Effects According to the present invention, the output power of the laser generating means is low when not printing and high when printing.
It is possible to prevent deterioration of the light emitting means and extend its life.

Furthermore, since the scanning means for scanning the laser beam is driven at a low speed when not printing and at a high speed when printing, deterioration can be prevented, the service life can be extended, and there is less noise when not printing.

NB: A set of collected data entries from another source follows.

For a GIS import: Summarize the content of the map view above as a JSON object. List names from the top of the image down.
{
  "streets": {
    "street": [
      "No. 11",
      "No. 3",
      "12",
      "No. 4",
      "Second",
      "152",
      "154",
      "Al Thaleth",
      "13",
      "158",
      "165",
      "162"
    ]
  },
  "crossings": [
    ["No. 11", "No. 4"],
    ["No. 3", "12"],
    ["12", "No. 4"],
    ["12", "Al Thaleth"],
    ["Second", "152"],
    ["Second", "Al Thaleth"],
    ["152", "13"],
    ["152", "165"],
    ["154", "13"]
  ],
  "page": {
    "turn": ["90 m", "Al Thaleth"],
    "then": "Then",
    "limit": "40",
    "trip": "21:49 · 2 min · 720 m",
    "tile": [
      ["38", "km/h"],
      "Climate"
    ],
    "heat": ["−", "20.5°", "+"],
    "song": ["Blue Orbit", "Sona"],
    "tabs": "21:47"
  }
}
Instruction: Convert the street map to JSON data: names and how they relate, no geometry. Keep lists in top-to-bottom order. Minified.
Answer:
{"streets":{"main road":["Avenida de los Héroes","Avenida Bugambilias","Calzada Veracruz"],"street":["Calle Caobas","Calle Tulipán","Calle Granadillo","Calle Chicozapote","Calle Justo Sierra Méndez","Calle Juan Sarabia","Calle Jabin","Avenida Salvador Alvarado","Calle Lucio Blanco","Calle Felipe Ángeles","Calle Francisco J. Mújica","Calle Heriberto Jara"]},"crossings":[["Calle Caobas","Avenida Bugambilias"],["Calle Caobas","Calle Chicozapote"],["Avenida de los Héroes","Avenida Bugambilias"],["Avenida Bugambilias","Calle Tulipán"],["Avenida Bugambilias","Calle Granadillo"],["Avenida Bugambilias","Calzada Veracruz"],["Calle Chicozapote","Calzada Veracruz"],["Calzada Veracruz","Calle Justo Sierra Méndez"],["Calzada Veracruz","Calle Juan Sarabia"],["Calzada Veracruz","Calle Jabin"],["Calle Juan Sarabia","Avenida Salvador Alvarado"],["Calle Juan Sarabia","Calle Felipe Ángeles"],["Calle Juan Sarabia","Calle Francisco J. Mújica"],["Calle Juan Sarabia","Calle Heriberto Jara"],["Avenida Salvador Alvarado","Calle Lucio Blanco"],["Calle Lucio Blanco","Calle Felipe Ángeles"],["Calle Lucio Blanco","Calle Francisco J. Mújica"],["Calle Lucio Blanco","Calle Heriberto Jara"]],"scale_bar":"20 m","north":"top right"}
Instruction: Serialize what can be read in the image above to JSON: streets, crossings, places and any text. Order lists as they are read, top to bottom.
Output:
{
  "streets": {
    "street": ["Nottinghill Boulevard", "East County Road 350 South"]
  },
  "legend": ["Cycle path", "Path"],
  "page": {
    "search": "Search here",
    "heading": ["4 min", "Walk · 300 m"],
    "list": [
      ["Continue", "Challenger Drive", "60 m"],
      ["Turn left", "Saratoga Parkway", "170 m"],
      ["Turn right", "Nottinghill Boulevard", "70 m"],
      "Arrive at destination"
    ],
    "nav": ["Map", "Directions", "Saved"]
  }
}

[Brief explanation of drawings]

FIG. 1 is a circuit diagram showing an embodiment of a control circuit of a laser recording apparatus according to the present invention, FIG. 2 is a schematic configuration diagram of a laser printer, and FIG. 3 is a diagram of an exposure section of the laser printer shown in FIG. It is a schematic block diagram. Explanation of symbols of main parts 2...Recording body 20...Semiconductor laser 24...Polygon mirror 2f1. . . . Synchronization detection unit 28 . . Scanner motor 30 . . . Scanner motor driver 40 . . . AND circuit 4B . . Delay circuit 48 . Control circuits RYI, RY2. RY3...Li-AI, A2
．． A3. ... operational amplifier

Claims (1)

[Claims] 1. Laser generating means for generating laser light, means for modulating the laser light with an image signal, and scanning means for scanning the laser light onto a conveyed recording medium for exposure. , a control means for controlling each of the means, and a laser recording apparatus that scans the recording medium with a laser beam modulated by the modulation means to perform recording according to the image signal, wherein the control means comprises: A laser recording apparatus characterized in that, when not printing, the output of the laser generating means is controlled to be lower than that during printing, and the scanning speed of the scanning means is controlled to be lower than that during printing. 2. A laser recording apparatus according to claim 1, wherein the control means controls to set a longer exposure time in main scanning by the scanning means during non-printing. 3. A laser recording apparatus according to claim 1, wherein the control means includes a relay that is switched between printing and non-printing. 4. In the apparatus according to claim 1, the control means includes a laser light detection means for detecting the laser light generated from the laser generation means, and the output from the laser light detection means is transmitted to the laser light detection means. A laser recording device characterized in that the output of the laser generating means is maintained at a constant level by feeding back to a drive circuit of the laser generating means.